The resulting SpreadsheetsSpreadsheetsFeed object feed represents a response from the server. Among other things, this feed contains a list of SpreadsheetsSpreadsheet objects (feed.entry), each of which represents a single spreadsheet. SpreadsheetsSpreadsheet encapsulates the information shown in the protocol document.

The PrintFeed definition is as follows:

def PrintFeed(feed):
  for i, entry in enumerate(feed.entry):
    if isinstance(feed, gdata.spreadsheet.SpreadsheetsCellsFeed):
      print '%s %s\n' % (entry.title.text, entry.content.text)
    elif isinstance(feed, gdata.spreadsheet.SpreadsheetsListFeed):
      print '%s %s %s' % (i, entry.title.text, entry.content.text)
      # Print this row's value for each column (the custom dictionary is
      # built from the gsx: elements in the entry.) See the description of
      # gsx elements in the protocol guide.
      print 'Contents:'
      for key in entry.custom:
        print '  %s: %s' % (key, entry.custom[key].text)
      print '\n',
    else:
      print '%s %s\n' % (i, entry.title.text)

The value returned from PromptForSpreadsheet is the key of the spreadsheet at the selected index. The key is the permanent unique ID of a specific worksheet within the spreadsheet. The key is the last value in the path of the id (corresponding to the <id> element in the spreadsheet entry) attribute of the SpreadsheetsSpreadsheet object.

Get a list of worksheets

A given spreadsheet may contain multiple worksheets. For each spreadsheet, there's a worksheets metafeed listing all the worksheets in that spreadsheet.

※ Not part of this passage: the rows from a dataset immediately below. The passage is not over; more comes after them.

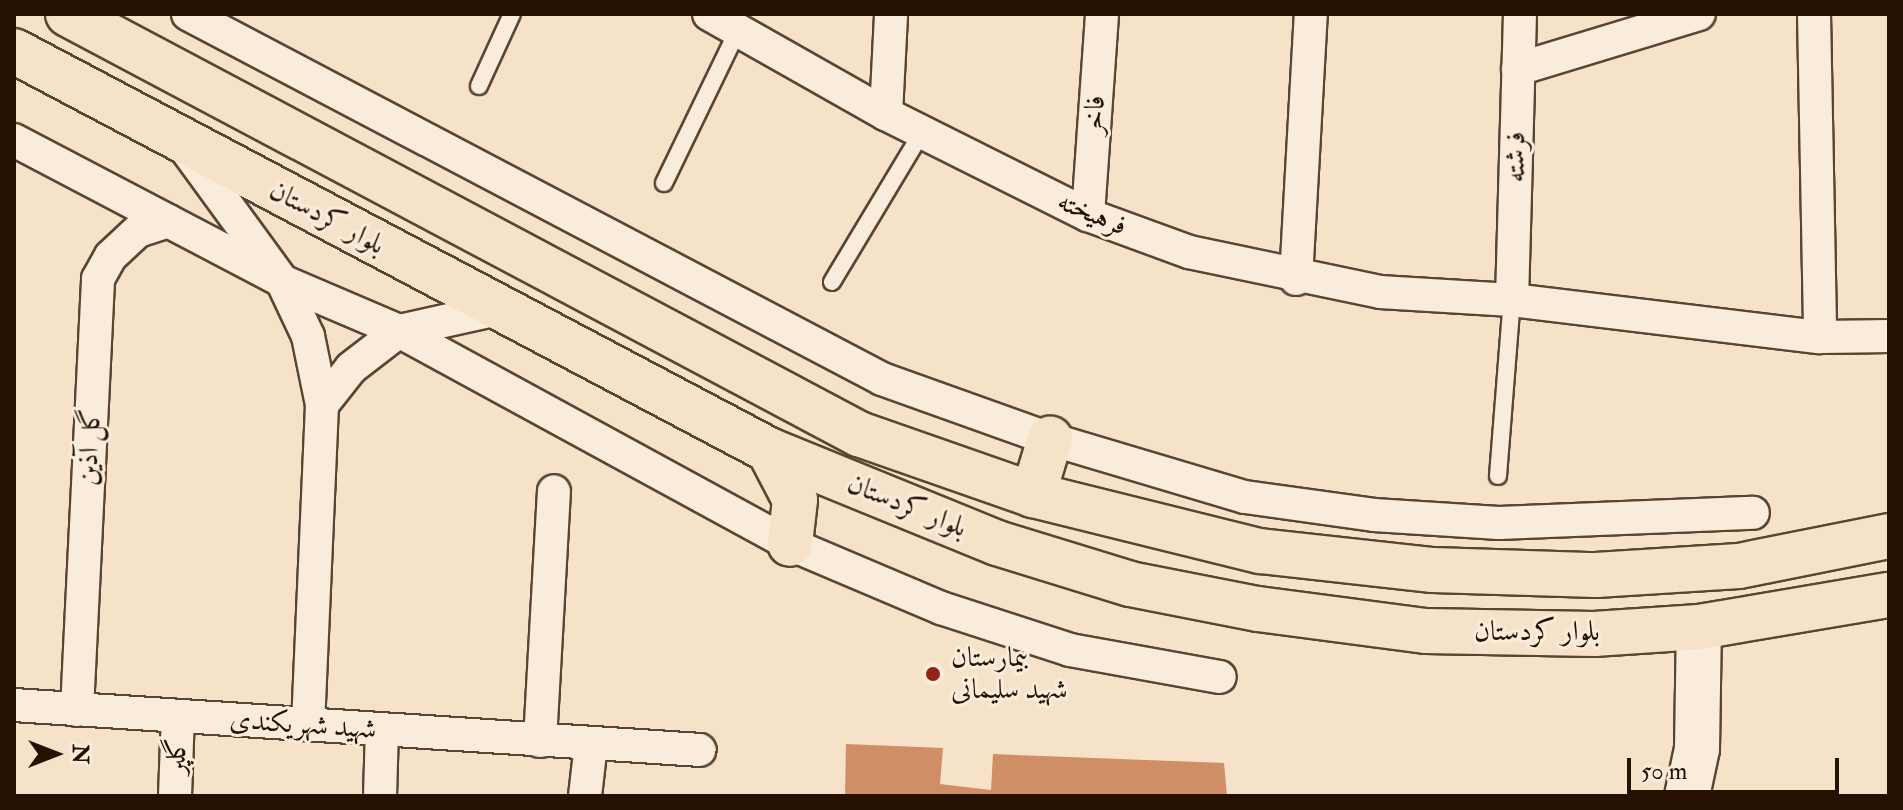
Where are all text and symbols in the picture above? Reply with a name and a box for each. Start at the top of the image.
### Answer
street label: فاخر [1077,94,1113,136]
street label: فرشته [1499,131,1533,183]
street label: بلوار کردستان [264,174,390,262]
street label: فرهیخته [1052,184,1132,244]
street label: گل آذین [71,407,109,487]
street label: بلوار کردستان [842,467,972,545]
street label: بلوار کردستان [1474,615,1600,649]
place label: بیمارستان شهید سلیمانی [951,641,1068,707]
marker: بیمارستان شهید سلیمانی [922,663,944,685]
street label: شهید شهریکندی [228,703,378,747]
north arrow [16,714,96,794]
street label: گلپر [160,737,194,775]
scale bar [1631,742,1843,792]
text: N [66,744,94,764]
text: 50 m [1641,756,1687,787]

Given a key from the <id> of SpreadsheetsSpreadsheet object you've already retrieved, you can print a list of all worksheets and prompt for a selection as follows:

def PromptForWorksheet(gd_client, key):
  # Get the list of worksheets
  feed = gd_client.GetWorksheetsFeed(key)
  PrintFeed(feed)
  input = raw_input('\nSelection: ')
  return feed.entry[string.atoi(input)].id.text.rsplit('/', 1)[1]

The resulting SpreadsheetsWorksheetsFeed object feed represents a response from the server. Among other things, this feed contains a list of SpreadsheetsWorksheet objects (feed.entry), each of which represents a single spreadsheet. SpreadsheetsWorksheet encapsulates the information shown in the protocol document.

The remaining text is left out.